En effet, en y regardant de plus près la mentalité à la Française, on se rendra compte que la décrépitude du football ne fait que refléter le pays, où l’on préfère les petites voitures faciles à garer aux belles berlines bien voyantes. Dans le football, un entraîneur français préfèrera un joueur plutôt sobre, facile à gérer qu’un technicien capable de dynamiter une défense. Et ce n’est pas un hasard si des joueurs comme Cantonna, Ginola, Ben Arfa, Menez, et d’autres ont été soit les enfants terribles du football, soit ont du s’exiler pour exploser au plus haut niveau.

Pour régler le problème donc, il suffirait de changer les critères de recrutement, les mentalités et conception de jeu, et les effets s’en feraient sentir à moyen et long terme. Assimiler un phénomène profondément ancré dans les mentalités à la simple présence d’une communauté raciale est un amalgame dangereux, répréhensible.

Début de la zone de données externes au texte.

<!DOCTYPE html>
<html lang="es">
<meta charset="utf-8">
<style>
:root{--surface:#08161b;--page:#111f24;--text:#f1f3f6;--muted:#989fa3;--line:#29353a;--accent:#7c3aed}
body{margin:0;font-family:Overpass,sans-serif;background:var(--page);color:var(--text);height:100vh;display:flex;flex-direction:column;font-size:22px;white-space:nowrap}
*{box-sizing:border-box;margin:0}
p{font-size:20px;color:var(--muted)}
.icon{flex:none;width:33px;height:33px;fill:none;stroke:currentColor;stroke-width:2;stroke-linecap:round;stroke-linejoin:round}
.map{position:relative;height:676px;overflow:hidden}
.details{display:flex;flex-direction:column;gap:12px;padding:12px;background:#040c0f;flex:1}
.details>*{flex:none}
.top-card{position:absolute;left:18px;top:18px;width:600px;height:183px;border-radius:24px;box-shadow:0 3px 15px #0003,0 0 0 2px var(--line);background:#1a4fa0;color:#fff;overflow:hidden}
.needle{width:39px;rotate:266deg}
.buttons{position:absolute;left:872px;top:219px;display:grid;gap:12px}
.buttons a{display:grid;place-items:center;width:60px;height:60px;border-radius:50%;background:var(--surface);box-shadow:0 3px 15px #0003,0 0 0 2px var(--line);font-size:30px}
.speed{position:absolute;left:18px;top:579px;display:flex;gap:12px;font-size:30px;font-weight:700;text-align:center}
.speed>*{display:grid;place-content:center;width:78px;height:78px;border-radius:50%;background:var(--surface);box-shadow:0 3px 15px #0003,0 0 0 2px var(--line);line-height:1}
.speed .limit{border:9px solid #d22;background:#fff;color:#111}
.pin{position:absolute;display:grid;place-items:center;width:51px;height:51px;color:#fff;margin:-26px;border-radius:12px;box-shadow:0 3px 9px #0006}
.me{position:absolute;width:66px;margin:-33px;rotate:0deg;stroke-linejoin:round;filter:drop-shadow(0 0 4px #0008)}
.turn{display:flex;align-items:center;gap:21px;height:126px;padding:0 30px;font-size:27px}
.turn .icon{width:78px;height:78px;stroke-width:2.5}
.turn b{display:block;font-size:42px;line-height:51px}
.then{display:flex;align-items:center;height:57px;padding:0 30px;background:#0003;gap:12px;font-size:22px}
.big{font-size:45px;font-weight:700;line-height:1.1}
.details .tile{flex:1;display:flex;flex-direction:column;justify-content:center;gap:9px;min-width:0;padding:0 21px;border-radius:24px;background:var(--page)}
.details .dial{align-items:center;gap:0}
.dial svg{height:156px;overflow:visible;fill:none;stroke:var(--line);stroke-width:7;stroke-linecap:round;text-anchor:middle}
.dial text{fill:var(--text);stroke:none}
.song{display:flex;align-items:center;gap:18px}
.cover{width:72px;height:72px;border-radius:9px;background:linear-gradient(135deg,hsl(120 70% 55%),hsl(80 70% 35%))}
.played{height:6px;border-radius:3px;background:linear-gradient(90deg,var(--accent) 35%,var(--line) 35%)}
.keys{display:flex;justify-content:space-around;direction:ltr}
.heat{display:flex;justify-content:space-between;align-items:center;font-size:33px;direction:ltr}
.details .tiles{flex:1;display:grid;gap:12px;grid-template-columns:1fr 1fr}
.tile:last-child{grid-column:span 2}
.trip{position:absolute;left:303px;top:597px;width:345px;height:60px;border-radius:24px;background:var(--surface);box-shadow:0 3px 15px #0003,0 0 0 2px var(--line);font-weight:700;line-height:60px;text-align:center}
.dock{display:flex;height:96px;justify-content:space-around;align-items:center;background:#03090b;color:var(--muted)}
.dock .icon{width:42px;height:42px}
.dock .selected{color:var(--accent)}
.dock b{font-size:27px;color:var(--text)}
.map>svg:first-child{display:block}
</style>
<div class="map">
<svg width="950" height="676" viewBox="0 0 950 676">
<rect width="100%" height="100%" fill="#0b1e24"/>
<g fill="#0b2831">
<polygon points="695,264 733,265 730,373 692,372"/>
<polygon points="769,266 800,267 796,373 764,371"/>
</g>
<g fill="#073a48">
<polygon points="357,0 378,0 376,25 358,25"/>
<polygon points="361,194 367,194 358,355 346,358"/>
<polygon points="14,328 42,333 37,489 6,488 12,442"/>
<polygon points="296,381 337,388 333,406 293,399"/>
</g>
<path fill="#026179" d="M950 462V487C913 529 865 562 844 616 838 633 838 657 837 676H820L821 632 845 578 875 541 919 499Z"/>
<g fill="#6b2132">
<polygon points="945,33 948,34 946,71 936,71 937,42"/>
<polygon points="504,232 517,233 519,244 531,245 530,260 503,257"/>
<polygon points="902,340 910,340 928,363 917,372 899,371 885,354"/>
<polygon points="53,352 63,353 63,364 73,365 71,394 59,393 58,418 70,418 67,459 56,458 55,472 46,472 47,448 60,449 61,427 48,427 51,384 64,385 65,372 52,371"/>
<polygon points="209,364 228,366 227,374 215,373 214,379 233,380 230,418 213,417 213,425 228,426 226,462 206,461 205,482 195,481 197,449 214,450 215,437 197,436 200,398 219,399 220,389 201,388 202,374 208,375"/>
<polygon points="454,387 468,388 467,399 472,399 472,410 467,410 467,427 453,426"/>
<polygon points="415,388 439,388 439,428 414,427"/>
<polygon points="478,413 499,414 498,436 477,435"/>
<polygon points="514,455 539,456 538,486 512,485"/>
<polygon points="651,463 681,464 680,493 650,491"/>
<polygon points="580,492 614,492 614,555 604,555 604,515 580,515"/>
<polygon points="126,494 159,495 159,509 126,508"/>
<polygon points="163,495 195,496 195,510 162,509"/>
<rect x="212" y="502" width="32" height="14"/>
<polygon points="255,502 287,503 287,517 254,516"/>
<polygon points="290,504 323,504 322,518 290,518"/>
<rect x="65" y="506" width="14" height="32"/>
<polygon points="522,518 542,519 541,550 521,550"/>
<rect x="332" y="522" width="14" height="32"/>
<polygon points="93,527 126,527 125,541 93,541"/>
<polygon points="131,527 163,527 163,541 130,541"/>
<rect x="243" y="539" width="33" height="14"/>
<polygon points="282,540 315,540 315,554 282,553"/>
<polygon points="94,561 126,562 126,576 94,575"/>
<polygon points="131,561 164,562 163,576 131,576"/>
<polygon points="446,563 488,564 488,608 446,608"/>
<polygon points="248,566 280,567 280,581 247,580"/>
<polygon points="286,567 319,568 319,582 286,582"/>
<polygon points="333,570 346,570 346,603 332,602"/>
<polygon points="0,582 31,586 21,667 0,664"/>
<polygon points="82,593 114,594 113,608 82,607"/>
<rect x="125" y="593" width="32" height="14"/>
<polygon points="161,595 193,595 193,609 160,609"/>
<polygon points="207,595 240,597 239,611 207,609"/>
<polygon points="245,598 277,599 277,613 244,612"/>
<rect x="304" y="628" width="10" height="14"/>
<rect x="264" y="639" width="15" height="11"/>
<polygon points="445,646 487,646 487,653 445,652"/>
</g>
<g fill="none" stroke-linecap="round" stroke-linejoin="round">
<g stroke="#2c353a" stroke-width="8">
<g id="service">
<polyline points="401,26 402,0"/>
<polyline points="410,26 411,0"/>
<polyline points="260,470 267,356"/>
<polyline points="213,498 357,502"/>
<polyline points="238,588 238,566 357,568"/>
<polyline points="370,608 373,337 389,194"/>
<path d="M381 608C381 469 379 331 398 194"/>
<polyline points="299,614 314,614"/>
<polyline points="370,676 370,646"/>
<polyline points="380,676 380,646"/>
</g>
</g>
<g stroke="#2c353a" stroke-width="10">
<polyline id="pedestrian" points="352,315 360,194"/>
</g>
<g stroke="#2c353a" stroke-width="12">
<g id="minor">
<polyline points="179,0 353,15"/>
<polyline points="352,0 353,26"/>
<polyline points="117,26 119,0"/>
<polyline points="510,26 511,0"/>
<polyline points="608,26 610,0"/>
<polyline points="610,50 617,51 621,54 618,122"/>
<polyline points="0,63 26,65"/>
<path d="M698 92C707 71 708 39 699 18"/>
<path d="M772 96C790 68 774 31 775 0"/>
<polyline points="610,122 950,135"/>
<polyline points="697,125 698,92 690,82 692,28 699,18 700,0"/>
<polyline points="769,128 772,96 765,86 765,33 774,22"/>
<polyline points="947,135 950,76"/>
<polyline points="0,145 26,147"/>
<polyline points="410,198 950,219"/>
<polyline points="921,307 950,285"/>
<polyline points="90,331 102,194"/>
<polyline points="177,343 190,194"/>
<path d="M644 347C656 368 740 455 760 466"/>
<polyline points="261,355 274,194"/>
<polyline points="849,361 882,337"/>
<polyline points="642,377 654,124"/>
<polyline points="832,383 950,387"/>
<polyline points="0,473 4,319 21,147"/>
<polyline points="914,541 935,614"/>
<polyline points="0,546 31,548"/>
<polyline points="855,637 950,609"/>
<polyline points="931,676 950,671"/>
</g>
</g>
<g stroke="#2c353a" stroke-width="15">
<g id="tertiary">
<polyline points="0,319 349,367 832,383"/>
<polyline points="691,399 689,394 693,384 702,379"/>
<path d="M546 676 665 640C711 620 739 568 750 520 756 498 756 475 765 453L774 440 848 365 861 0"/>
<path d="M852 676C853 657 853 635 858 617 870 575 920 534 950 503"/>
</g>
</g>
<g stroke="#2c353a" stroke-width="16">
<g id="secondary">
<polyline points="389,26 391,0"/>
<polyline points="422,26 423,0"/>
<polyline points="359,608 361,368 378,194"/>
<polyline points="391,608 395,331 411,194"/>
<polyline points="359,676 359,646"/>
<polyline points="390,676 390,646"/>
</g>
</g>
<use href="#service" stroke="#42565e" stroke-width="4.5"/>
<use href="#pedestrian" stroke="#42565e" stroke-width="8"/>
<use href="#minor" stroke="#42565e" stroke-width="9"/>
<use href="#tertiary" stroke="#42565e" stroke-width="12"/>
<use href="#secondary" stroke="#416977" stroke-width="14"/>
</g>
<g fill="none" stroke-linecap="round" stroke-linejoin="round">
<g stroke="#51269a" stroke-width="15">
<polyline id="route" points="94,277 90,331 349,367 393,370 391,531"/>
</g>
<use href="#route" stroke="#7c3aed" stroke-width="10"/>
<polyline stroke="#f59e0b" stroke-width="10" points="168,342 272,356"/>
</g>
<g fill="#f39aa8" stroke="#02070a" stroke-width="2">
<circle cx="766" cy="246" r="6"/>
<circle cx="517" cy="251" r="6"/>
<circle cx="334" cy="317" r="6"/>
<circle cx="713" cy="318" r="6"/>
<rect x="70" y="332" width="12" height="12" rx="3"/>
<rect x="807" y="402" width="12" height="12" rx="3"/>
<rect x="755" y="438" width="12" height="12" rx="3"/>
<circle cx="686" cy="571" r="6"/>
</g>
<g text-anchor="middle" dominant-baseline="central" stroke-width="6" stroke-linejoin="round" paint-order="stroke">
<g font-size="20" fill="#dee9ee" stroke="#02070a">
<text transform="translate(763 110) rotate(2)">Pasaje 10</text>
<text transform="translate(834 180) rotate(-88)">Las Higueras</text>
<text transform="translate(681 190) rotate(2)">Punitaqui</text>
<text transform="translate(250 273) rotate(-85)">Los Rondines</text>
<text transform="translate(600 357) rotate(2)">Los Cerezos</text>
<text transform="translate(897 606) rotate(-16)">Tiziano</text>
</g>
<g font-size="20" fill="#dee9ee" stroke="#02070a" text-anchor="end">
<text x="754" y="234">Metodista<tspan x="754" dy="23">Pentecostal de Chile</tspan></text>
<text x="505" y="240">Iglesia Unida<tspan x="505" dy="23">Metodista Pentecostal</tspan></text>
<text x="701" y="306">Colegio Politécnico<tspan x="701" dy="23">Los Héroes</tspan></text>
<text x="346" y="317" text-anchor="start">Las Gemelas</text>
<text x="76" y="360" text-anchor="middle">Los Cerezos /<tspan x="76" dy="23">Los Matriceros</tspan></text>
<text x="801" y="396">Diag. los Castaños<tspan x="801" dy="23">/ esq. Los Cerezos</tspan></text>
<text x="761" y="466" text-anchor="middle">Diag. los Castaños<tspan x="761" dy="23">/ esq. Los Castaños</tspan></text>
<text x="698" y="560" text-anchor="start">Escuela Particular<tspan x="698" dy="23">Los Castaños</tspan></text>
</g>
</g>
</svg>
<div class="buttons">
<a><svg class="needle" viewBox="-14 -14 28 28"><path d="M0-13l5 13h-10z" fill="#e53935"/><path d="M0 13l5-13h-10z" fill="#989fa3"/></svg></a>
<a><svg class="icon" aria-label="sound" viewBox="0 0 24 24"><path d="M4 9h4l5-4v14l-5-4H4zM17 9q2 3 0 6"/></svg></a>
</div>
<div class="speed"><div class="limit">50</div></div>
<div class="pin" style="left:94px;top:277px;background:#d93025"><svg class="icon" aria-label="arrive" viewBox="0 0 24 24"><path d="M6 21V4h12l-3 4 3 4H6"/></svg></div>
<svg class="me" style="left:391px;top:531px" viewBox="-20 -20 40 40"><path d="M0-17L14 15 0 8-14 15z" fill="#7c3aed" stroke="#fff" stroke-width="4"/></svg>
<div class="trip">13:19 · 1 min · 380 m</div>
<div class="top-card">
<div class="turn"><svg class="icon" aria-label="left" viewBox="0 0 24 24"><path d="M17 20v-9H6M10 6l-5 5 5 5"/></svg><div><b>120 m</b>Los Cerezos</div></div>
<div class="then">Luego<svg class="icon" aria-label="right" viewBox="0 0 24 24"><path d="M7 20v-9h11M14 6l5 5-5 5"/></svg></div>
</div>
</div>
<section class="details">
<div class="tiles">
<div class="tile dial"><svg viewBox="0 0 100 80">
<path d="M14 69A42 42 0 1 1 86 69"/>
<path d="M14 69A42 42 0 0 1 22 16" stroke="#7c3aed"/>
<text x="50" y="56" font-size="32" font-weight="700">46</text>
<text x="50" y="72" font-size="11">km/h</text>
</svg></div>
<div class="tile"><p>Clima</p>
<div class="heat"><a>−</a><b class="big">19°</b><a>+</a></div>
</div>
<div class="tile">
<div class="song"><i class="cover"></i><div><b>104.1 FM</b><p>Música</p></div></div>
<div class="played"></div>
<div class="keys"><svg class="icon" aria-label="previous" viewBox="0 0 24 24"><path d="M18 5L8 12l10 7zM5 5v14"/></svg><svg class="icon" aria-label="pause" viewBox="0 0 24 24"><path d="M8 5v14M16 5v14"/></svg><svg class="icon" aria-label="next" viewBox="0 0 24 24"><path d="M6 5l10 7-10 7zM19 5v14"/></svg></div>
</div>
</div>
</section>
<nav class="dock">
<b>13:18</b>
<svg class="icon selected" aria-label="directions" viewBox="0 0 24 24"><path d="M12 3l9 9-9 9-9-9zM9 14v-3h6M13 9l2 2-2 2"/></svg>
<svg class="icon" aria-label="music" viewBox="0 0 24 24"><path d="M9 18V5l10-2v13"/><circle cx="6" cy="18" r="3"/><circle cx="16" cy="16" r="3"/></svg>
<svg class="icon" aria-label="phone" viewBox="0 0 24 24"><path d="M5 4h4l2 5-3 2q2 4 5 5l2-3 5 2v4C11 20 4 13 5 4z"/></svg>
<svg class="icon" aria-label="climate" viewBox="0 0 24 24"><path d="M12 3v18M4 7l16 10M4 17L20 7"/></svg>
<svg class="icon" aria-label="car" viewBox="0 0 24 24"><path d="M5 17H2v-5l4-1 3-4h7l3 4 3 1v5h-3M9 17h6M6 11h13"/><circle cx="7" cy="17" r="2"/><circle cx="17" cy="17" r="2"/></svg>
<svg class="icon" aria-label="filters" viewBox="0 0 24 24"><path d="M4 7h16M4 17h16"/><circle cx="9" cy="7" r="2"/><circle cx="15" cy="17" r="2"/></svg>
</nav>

Les conséquences de tels amalgames, au-delà des connotations réellement racistes, pourraient d’ailleurs être désastreuses pour une communauté pour laquelle le sport en général et le football en particulier est un gros facteur d’intégration. Des effets à priori non décelables et qu’il serait difficile de corréler à la mise en application du « plan vigipirate pour les noirs et les arabes », mais qui seraient bien réels.

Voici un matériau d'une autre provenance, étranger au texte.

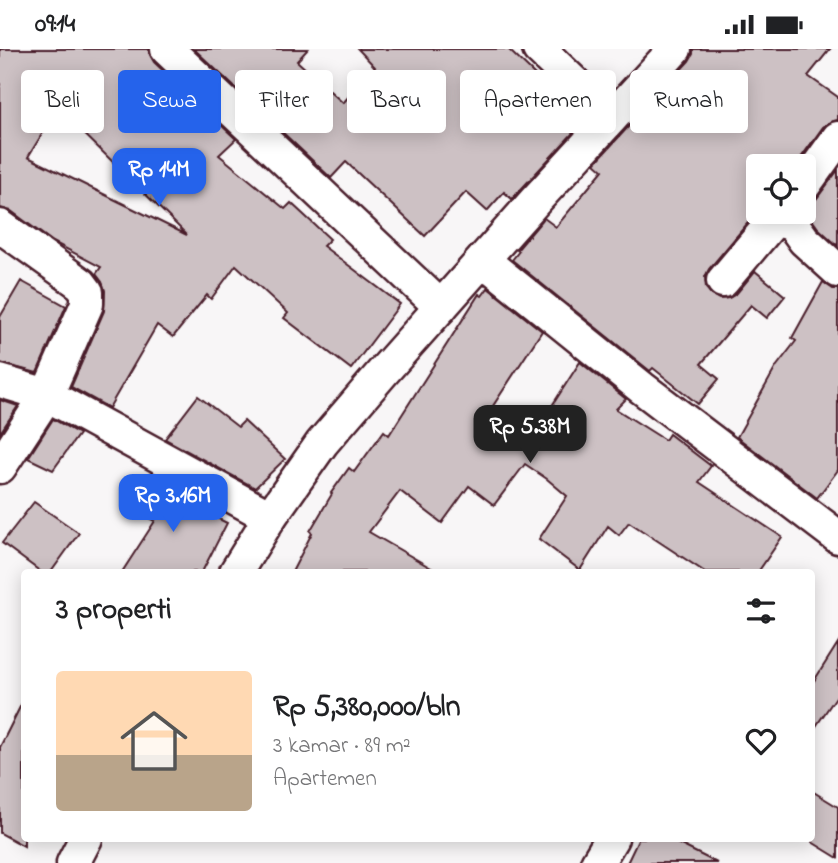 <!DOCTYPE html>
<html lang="id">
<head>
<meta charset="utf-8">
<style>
  :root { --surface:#fff; --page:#f6f6f6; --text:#202124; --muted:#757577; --line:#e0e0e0; --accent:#2563eb }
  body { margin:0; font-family:"Indie Flower",sans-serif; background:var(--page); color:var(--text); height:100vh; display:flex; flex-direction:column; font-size:26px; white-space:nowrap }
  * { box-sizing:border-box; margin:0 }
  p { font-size:23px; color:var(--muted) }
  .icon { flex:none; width:38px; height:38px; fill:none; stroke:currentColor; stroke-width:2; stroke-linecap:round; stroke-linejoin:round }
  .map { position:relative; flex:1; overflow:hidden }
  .side { position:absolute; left:21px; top:520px; width:794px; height:273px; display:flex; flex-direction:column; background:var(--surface); border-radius:7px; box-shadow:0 4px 18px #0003 }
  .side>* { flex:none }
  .guide { position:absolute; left:21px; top:21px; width:796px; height:63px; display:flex; gap:14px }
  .tools { position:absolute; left:746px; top:105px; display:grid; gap:14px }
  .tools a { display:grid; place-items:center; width:70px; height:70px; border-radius:7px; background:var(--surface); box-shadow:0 4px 18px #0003; font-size:35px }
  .price { position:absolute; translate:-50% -60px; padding:0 16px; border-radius:14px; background:var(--accent); color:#fff; font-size:23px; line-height:46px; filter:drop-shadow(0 2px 4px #0008) }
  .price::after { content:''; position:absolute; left:50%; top:42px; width:21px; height:16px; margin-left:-10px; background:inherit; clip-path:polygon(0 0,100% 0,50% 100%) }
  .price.selected { background:#222; color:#fff }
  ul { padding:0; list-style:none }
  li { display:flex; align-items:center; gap:21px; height:175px; padding:0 35px }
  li+li { border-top:2px solid var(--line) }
  li span { display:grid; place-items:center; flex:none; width:196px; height:140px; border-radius:7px; color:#555 }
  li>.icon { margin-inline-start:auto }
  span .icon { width:84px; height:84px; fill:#fffc; stroke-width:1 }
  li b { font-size:30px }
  h2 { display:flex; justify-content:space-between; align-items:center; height:84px; padding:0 35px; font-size:30px }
  .chip { padding:0 24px; border-radius:7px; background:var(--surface); box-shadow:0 4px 18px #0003; font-size:24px; line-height:63px }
  .chip.selected { background:var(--accent); color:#fff }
  .status { display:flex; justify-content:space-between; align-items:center; height:49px; padding:0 35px; background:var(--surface); direction:ltr }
  .status svg { height:19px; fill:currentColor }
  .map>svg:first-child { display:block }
  .building { fill:#cdc1c4; stroke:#4a1f2b; stroke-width:2; fill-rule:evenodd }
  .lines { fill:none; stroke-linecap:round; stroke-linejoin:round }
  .minor-casing { stroke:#4a1f2b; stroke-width:37 }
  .minor { stroke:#fff; stroke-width:32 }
</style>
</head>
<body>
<div class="status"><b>09:14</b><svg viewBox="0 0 49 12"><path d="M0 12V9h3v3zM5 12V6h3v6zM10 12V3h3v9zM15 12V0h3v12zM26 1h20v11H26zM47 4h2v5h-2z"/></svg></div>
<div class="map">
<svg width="838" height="814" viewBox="0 0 838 814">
  <rect width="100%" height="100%" fill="#f8f6f7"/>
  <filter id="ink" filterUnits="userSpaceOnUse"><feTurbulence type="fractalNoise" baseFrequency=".0143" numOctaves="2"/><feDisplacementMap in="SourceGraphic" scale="14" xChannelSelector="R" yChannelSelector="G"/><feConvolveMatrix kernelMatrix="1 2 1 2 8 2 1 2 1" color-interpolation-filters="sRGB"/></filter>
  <g filter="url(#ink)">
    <g class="building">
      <path d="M 0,0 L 149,0 L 150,6 L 154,13 L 236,90 L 219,106 L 285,160 L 291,154 L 330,190 L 323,197 L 400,255 L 351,320 L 284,269 L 288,264 L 236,216 L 211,250 L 207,246 L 173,288 L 157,276 L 109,359 L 71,338 L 104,262 L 105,242 L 102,233 L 96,225 L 101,218 L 53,193 L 11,162 L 0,159 ZM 58,59 L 187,186 L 28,108 Z"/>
      <path d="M 194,0 L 308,0 L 297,12 L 343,54 L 375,18 L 358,0 L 508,0 L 556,46 L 558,44 L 586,70 L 512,150 L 504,143 L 487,162 L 466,143 L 425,187 L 346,113 L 331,129 Z"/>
      <path d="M 693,0 L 830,0 L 808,27 L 838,48 L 838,71 L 830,73 L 823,78 L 795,117 L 758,117 L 758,162 L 709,220 L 705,228 L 706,239 L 712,246 L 719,250 L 729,249 L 737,244 L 755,222 L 785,247 L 767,269 L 751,256 L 701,315 L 719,330 L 698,355 L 653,319 L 650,322 L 512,211 L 519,202 L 517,201 L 544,169 L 556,178 L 603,121 L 595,114 L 689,12 L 693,5 Z"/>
      <path d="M 838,121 L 838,197 L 818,179 L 806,162 L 805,156 L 811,154 L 817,149 Z"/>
      <path d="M 21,232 L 66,257 L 37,324 L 0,314 L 0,268 Z"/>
      <path d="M 823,233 L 833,240 L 838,240 L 838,421 L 817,449 L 737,388 L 776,318 L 796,292 L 792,289 Z"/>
      <path d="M 488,239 L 542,282 L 489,363 L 530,391 L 580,313 L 626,350 L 616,360 L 665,391 L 669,385 L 711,417 L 699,433 L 782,488 L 758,523 L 705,523 L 629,473 L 619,486 L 608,477 L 580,521 L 539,490 L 567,447 L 547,430 L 525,415 L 494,456 L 469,437 L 442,474 L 400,442 L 369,483 L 438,523 L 292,523 L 312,484 L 310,482 L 332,445 L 331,444 L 349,419 L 354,423 L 384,382 L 389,386 L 479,245 L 482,247 Z"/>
      <path d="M 198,347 L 238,378 L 244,372 L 285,410 L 255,439 L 165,390 Z"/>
      <path d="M 0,351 L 18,357 L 0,384 Z"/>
      <path d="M 53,370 L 79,385 L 53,421 L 28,409 Z"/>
      <path d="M 140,431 L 227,474 L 202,523 L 122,523 L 155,472 L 127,458 Z"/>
      <path d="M 34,453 L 79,484 L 51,523 L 41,523 L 2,494 Z"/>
      <path d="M 838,594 L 838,645 L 812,683 L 812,635 Z"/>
      <path d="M 24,650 L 24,797 L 0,784 L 0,698 Z"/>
      <path d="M 812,742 L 838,758 L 838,809 L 812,793 Z"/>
      <path d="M 639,789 L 667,789 L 717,814 L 627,814 Z"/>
    </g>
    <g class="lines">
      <defs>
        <g id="minor">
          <path d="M 167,0 L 441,258"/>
          <path d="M 539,0 L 611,69"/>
          <path d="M 803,138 L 838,89"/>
          <path d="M 788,163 L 786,166 L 804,191 L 838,222"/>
          <path d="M 0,177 L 81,235 L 87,243 L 87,255 L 47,346 L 0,418"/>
          <path d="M 483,211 L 642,339 L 838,488"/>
          <path d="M 723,232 L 771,175 L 779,172 L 792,175"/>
          <path d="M 0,332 L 47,346 L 270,468"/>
          <path d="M 236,523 L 270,468 L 322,394 L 383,323 L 535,152 L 675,0"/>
          <path d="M 73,814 L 86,789"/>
          <path d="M 597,814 L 612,789"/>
        </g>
      </defs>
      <use href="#minor" class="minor-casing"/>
      <use href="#minor" class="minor"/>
    </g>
  </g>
</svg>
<div class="tools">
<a><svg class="icon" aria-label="locate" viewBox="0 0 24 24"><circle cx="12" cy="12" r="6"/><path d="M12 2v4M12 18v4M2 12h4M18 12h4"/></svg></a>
</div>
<b class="price" style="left:159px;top:159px">Rp 14M</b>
<b class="price selected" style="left:530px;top:416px">Rp 5.38M</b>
<b class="price" style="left:173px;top:485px">Rp 3.16M</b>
<div class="guide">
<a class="chip">Beli</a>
<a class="chip selected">Sewa</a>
<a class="chip">Filter</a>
<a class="chip">Baru</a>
<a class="chip">Apartemen</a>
<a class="chip">Rumah</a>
</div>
<section class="side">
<h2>3 properti<svg class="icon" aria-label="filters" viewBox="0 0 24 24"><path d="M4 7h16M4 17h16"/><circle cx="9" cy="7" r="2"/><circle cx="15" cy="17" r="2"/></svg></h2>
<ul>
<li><span style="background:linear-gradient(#ffd9b3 60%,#b9a48a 0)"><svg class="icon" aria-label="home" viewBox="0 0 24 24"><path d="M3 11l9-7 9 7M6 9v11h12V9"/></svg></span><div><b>Rp 5,380,000/bln</b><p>3 kamar · 89 m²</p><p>Apartemen</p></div><svg class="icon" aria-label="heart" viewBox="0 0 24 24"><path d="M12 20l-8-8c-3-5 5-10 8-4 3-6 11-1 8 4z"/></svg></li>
</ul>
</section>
</div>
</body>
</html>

Vouloir relativiser le débat en affirmant que Laurent Blanc n’est pas raciste, c’est déplacer la question réelle et finalement faire un pas en arrière dans le combat pour l’intégration de cette autre France qui se cherche. Tout comme il est difficile de démontrer combien de personnes issues des communautés noires ou arabes ne trouvent ni emploi ni logement à cause de leurs traits, il est tout autant difficile de parler de racisme dans les propos ou dans les pensées du sélectionneur.

Mais dès lors que les propos de Laurent Blanc, responsable d’une institution en France, traduisent des préjugés, ont pour but de volontairement établir des discriminations sur des personnes issues d’une communauté, il y a donc racisme, à savoir différenciation de personnes sur le seul critère de la race. Et en ce point, la démission de Laurent Blanc est nécessaire.

Et cela d’ailleurs, le sélectionneur le savait parfaitement, car il a bien précisé que toute décision devait être officieuse : « On peut s'organiser, en non-dit, sur une espèce de quota. Mais il ne faut pas que ce soit dit ».